Mientras tanto, Dos desbloqueó el maletín de acero y dentro se podían encontrar varios sueros de la verdad.

Los ojos de Obispo se abrieron de horror al ver esas sustancias verdes dentro de los pequeños tubos de vidrio transparentes.

—¿Están tratando de envenenarme?

¡Ese líquido verde se ve asqueroso!

—intentó forcejear y cerrar la boca, pero Quinto colocó un abridor de boca dental de acero dentro de su boca, impidiéndole sellar los labios.

—Jaja, cuéntanos cómo sabe.

¡Siéntete orgulloso porque eres el primero en probar este suero especial, hecho especialmente por nuestro guapo genio científico!

—dijo Quinto, continuando burlándose de él.

—¡Gracias por llamarme guapo!

Pero Quinto, ¡eso ya lo sabía!

¿No puedes darme otro elogio?

—dijo Dos, sonriendo de oreja a oreja después de sacar un suero de la verdad dentro del maletín.

Quinto estaba a punto de decir algo cuando alguien entró a la sala.

—Dejen de jugar.

¡Acaben con esto ya!

—Quinto y Dos se pusieron de pie de inmediato, saludando a su líder de equipo, Uno.

Dos lanzó una mirada fulminante a Quinto.

No le había mencionado que su líder estaba cerca.

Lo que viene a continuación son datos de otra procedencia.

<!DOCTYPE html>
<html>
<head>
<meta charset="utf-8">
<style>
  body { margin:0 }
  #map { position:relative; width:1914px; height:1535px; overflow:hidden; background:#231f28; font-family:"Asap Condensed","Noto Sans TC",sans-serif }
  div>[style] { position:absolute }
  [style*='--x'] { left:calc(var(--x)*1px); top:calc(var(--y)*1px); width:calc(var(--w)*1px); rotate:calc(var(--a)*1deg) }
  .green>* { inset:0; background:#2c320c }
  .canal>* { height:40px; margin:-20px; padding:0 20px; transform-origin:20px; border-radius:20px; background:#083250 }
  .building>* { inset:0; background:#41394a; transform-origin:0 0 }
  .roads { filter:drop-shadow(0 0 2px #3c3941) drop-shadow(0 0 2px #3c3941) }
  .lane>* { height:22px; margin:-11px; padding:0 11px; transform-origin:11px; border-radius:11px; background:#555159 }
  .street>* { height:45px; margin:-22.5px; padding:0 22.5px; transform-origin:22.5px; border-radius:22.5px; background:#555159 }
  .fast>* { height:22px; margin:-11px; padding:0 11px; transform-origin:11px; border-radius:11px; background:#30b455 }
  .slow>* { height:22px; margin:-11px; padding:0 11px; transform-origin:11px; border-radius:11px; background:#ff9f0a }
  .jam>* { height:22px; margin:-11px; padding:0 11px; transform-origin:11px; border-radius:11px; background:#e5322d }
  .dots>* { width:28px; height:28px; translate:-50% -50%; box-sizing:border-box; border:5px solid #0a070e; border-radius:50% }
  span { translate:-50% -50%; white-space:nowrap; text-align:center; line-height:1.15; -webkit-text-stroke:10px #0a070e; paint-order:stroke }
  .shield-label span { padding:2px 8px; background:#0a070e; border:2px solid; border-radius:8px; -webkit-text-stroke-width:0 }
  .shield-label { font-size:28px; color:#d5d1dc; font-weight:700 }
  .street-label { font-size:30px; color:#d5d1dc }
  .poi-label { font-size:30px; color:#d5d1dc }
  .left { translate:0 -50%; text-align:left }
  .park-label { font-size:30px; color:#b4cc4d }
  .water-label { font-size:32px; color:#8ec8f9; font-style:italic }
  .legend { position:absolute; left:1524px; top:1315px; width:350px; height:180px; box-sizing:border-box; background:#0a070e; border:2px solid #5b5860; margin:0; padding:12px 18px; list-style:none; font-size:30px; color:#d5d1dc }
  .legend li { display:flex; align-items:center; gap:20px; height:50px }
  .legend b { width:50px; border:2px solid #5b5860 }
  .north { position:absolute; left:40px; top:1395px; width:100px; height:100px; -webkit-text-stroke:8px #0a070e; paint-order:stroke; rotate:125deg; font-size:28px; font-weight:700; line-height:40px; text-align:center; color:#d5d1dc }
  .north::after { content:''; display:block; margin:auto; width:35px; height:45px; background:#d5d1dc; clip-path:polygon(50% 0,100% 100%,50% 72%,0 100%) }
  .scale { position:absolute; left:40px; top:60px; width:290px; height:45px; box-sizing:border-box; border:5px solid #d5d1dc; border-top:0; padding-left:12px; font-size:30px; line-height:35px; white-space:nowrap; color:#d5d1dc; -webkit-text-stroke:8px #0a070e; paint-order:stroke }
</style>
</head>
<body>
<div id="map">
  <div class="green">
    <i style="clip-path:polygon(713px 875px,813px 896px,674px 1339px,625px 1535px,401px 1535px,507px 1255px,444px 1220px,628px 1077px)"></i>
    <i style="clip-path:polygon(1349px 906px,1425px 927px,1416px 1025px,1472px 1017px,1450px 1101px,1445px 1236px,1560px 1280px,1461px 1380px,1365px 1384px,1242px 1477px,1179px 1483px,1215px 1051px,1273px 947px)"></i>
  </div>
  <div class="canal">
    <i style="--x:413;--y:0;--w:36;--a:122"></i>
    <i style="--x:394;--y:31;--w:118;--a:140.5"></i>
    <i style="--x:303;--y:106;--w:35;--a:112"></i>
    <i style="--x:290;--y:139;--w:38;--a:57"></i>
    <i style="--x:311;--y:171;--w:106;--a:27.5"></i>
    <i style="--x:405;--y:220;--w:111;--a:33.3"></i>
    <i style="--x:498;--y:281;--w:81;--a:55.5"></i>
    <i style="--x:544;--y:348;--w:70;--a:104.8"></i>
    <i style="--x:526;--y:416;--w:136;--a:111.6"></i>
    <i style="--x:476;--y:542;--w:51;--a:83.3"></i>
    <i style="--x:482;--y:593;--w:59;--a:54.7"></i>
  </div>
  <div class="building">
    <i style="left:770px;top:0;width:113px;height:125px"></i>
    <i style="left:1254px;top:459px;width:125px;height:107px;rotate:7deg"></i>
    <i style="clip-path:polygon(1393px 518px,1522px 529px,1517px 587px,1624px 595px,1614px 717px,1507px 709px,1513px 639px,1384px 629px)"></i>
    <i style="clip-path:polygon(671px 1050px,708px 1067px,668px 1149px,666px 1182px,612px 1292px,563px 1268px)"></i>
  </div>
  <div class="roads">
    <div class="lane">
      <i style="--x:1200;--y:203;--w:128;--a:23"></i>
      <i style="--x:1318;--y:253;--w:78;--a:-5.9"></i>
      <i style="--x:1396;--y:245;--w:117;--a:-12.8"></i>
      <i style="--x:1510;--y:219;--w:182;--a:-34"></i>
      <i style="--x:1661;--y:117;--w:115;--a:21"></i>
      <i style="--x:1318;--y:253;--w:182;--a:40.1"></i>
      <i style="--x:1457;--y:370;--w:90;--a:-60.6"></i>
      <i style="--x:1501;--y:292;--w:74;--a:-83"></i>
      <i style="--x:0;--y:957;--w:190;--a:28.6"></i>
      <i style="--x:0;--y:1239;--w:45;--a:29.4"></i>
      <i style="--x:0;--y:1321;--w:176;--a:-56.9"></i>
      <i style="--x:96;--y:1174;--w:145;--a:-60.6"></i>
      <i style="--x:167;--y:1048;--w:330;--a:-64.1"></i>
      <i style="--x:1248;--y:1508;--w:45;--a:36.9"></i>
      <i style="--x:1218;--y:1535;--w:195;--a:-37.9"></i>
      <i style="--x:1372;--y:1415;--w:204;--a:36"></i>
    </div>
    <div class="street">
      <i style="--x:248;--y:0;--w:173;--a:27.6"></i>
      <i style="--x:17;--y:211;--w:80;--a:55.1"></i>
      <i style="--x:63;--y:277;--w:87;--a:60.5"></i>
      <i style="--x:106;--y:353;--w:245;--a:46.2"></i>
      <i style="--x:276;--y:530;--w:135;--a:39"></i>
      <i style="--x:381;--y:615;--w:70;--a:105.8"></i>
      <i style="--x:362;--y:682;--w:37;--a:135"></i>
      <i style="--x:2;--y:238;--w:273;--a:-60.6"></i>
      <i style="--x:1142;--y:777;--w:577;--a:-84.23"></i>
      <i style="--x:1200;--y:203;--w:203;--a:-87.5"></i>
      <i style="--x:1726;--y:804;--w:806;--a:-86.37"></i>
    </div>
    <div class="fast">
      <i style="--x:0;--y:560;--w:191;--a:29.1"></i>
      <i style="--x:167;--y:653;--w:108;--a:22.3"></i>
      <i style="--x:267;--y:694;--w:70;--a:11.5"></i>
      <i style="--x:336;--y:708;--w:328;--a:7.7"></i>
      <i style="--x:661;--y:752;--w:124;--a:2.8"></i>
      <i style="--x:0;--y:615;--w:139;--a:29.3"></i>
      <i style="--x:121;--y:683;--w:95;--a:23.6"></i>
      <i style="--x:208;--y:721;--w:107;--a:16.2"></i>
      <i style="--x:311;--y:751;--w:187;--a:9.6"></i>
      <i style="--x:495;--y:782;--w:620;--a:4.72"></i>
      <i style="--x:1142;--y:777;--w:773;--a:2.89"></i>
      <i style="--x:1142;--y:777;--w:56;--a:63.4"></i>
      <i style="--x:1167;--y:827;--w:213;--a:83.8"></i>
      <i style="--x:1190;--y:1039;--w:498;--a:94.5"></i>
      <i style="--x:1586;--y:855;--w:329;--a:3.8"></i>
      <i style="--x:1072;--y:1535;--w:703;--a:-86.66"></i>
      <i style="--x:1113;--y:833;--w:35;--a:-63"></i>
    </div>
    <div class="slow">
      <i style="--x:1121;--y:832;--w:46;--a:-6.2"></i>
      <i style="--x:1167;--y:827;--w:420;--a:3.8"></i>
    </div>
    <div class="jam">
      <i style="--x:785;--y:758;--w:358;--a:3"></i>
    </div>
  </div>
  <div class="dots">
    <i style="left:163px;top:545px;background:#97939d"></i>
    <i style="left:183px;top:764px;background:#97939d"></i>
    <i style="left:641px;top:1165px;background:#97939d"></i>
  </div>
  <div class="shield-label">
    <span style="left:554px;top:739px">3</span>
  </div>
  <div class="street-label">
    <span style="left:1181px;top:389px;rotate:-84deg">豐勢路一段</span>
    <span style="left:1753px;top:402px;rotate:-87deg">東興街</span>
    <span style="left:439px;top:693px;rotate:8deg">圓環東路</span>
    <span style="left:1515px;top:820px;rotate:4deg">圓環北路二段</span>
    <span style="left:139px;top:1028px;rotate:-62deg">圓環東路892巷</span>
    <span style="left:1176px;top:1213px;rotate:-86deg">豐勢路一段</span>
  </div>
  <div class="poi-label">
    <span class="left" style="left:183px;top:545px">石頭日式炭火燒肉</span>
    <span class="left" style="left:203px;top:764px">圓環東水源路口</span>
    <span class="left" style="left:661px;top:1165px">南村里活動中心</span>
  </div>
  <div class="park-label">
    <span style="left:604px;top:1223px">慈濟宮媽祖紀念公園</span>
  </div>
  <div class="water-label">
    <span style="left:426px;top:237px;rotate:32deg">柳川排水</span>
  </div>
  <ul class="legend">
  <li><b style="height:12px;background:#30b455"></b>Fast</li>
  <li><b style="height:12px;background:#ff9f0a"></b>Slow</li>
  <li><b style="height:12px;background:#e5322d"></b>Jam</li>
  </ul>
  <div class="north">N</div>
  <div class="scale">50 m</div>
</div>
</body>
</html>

Quinto solo le sonrió disculpándose mientras se rascaba la cara.

Los dos hombres saludaron a Uno con respeto.

Ahora, dejaron de burlarse y provocar a Obispo.

Uno tenía prisa por obtener una respuesta de él.

Necesitaban tomar alguna acción lo antes posible.

Dos obligó a Obispo a beber el Suero de la Verdad con la ayuda de Quinto.

Uno los observaba desde un costado.

Esperaron a que el suero de la verdad hiciera efecto antes de comenzar el interrogatorio.

No pasó mucho tiempo cuando Cuarto informó a Uno.

Seis y Cuarto ya habían capturado a la persona que seguía el coche de Zhen-Zhen durante el accidente de tráfico.